Fact remains that this list is loaded with players set to debut in 2023. One downside of a tank-tastic rebuild is the timeline crunch. Pittsburgh has too many good-not-great youngsters to play at any given time. We saw some of that in 2022 when the club would call up a prospect and let him ride the bench or make him walk the plank like Captain Jack Suwinksi. It’ll take a lot of skill and a little luck to separate playing time winners from losers and build a sea-worthy vessel from this veritable forest of prospects. 

 

1. C/OF Endy Rodriguez | 22 | AAA | 2023

Rodriguez is nearing the end of his minor league journey. In a real-world scenario, he’s probably the Opening Day catcher for this team. Pittsburgh punted in all sorts of creative ways last year, so the chances of Endy breaking camp with the big club are minuscule.
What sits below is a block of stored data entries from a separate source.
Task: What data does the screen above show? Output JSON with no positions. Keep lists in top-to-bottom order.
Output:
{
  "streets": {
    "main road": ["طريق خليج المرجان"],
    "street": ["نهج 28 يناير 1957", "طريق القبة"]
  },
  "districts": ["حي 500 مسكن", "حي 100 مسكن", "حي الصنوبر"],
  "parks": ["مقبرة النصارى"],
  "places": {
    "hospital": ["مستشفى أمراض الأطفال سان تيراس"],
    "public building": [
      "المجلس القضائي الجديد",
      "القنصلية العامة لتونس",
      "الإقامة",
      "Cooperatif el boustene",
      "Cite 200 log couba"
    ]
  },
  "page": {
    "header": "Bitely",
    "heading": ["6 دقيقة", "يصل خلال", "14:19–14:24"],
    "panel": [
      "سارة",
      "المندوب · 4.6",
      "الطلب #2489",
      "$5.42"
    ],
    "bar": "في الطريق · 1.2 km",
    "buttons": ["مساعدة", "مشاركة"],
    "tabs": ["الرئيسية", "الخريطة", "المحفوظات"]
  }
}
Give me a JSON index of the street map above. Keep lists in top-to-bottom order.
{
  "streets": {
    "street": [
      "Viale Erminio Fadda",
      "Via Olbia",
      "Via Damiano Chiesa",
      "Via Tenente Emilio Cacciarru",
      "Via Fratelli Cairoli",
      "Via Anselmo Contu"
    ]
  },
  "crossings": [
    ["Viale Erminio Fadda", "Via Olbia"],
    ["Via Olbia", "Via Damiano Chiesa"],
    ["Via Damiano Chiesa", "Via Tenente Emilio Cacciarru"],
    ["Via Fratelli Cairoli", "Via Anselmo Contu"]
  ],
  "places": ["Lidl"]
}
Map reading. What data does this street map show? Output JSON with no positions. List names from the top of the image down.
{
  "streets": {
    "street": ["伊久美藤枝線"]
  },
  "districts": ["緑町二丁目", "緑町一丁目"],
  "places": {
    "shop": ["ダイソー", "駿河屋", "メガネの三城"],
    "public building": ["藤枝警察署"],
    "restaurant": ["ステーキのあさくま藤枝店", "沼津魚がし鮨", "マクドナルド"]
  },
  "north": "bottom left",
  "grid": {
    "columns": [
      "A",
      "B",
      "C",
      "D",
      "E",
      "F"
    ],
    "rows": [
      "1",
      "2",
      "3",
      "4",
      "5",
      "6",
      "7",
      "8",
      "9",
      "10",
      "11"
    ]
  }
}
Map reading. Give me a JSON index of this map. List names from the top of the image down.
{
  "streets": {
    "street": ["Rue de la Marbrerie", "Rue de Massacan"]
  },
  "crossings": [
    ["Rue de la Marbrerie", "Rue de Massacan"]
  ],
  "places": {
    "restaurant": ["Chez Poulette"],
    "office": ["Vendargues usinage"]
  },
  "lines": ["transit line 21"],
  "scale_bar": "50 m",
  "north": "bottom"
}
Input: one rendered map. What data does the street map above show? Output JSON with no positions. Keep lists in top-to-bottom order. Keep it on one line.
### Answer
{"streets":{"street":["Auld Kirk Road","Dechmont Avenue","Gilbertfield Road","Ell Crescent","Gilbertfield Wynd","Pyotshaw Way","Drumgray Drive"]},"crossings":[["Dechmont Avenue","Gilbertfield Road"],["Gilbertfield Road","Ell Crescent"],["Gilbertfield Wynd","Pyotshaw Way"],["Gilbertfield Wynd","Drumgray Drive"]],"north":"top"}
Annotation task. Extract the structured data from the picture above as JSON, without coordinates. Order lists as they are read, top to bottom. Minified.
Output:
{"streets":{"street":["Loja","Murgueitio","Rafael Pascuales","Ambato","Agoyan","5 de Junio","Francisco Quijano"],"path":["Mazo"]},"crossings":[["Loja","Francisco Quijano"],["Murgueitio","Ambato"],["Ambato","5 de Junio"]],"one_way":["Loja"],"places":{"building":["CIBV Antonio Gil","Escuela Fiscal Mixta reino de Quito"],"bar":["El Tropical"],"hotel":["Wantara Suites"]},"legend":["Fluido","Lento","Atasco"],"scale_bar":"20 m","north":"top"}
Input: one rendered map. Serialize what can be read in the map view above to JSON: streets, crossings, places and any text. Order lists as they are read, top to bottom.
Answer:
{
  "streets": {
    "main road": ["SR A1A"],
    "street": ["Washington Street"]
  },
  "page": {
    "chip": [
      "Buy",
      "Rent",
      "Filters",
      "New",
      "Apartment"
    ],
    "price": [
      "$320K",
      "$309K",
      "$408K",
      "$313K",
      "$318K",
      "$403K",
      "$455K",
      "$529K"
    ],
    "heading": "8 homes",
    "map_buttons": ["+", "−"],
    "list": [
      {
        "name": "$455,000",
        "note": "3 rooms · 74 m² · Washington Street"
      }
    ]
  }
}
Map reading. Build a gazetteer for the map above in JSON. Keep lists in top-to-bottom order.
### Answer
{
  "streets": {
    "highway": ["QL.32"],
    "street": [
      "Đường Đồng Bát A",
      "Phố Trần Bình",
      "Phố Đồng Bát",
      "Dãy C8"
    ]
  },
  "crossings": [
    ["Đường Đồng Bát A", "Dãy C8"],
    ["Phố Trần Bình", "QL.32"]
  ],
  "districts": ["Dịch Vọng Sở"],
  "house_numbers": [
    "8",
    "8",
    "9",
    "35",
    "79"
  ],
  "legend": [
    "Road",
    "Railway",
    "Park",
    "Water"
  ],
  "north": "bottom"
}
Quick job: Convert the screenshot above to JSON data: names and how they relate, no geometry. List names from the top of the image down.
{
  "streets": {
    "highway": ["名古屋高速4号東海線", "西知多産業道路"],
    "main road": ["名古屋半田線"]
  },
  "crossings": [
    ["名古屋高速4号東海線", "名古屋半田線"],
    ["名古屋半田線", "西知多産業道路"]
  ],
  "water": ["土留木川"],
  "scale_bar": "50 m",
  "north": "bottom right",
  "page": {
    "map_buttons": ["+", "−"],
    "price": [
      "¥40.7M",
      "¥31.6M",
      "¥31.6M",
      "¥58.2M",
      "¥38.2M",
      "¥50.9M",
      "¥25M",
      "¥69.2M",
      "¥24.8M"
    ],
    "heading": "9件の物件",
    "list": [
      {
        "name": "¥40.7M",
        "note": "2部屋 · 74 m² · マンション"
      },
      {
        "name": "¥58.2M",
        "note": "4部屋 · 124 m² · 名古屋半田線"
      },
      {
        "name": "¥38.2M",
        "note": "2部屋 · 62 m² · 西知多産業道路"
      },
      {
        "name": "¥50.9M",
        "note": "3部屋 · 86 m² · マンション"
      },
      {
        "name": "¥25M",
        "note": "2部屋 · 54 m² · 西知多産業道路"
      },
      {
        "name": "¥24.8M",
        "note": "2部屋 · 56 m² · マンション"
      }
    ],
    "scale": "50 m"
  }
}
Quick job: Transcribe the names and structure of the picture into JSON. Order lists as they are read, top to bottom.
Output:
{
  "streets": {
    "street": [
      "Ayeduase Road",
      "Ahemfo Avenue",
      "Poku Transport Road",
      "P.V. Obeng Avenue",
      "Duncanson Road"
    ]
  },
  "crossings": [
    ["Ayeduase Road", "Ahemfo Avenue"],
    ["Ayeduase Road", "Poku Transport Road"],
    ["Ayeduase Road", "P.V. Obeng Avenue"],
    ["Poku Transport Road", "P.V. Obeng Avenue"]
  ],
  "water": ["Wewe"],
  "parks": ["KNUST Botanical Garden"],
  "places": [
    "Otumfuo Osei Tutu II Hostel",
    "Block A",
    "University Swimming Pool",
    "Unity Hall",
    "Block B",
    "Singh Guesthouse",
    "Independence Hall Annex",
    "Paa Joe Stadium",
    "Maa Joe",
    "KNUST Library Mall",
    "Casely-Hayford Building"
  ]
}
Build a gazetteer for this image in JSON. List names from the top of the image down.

It’ll probably be Jason Delay and his 53 wRC+ or Tyler Heineman and his 57 wRC+. You never know, though. If Pittsburgh suddenly decided to give a shit about wins and losses, they could field something resembling a competitive ballclub. Johan Oviedo was a big find for the rotation. Mitch Keller seemed to break through into something approaching functionality. Roansy Contreras is already good fresh off his 23rd birthday.

If you put the switch-hitting Rodriguez behind the plate and in the middle of that lineup, the whole team looks about 50 percent better. The athletic 6’0” 170 lb former Mets farmhand played a fair bit of outfield in 2022 but looks smooth behind the plate. His bat is racing his glove to the majors, and the presence of number one pick Henry Davis complicates the issue further, but it might help them both to share the workload and kick over to DH or left field on off-days. Rodriguez is a better baseball athlete than Davis and a more versatile defender, so he might find himself in the ideal fantasy catcher spot, escaping the rigors of daily dish duty while finding his way into the lineup much more than the average backstop. In 31 Double-A games last year, Rodriguez popped eight home runs and slashed .356/.442/.678 with an impressive 13-to-15.2 percent walk-to-strikeout rate. He finished the year with a week in Triple-A, where he collected eight RBI in six games and slugged .773. In short, he is ready.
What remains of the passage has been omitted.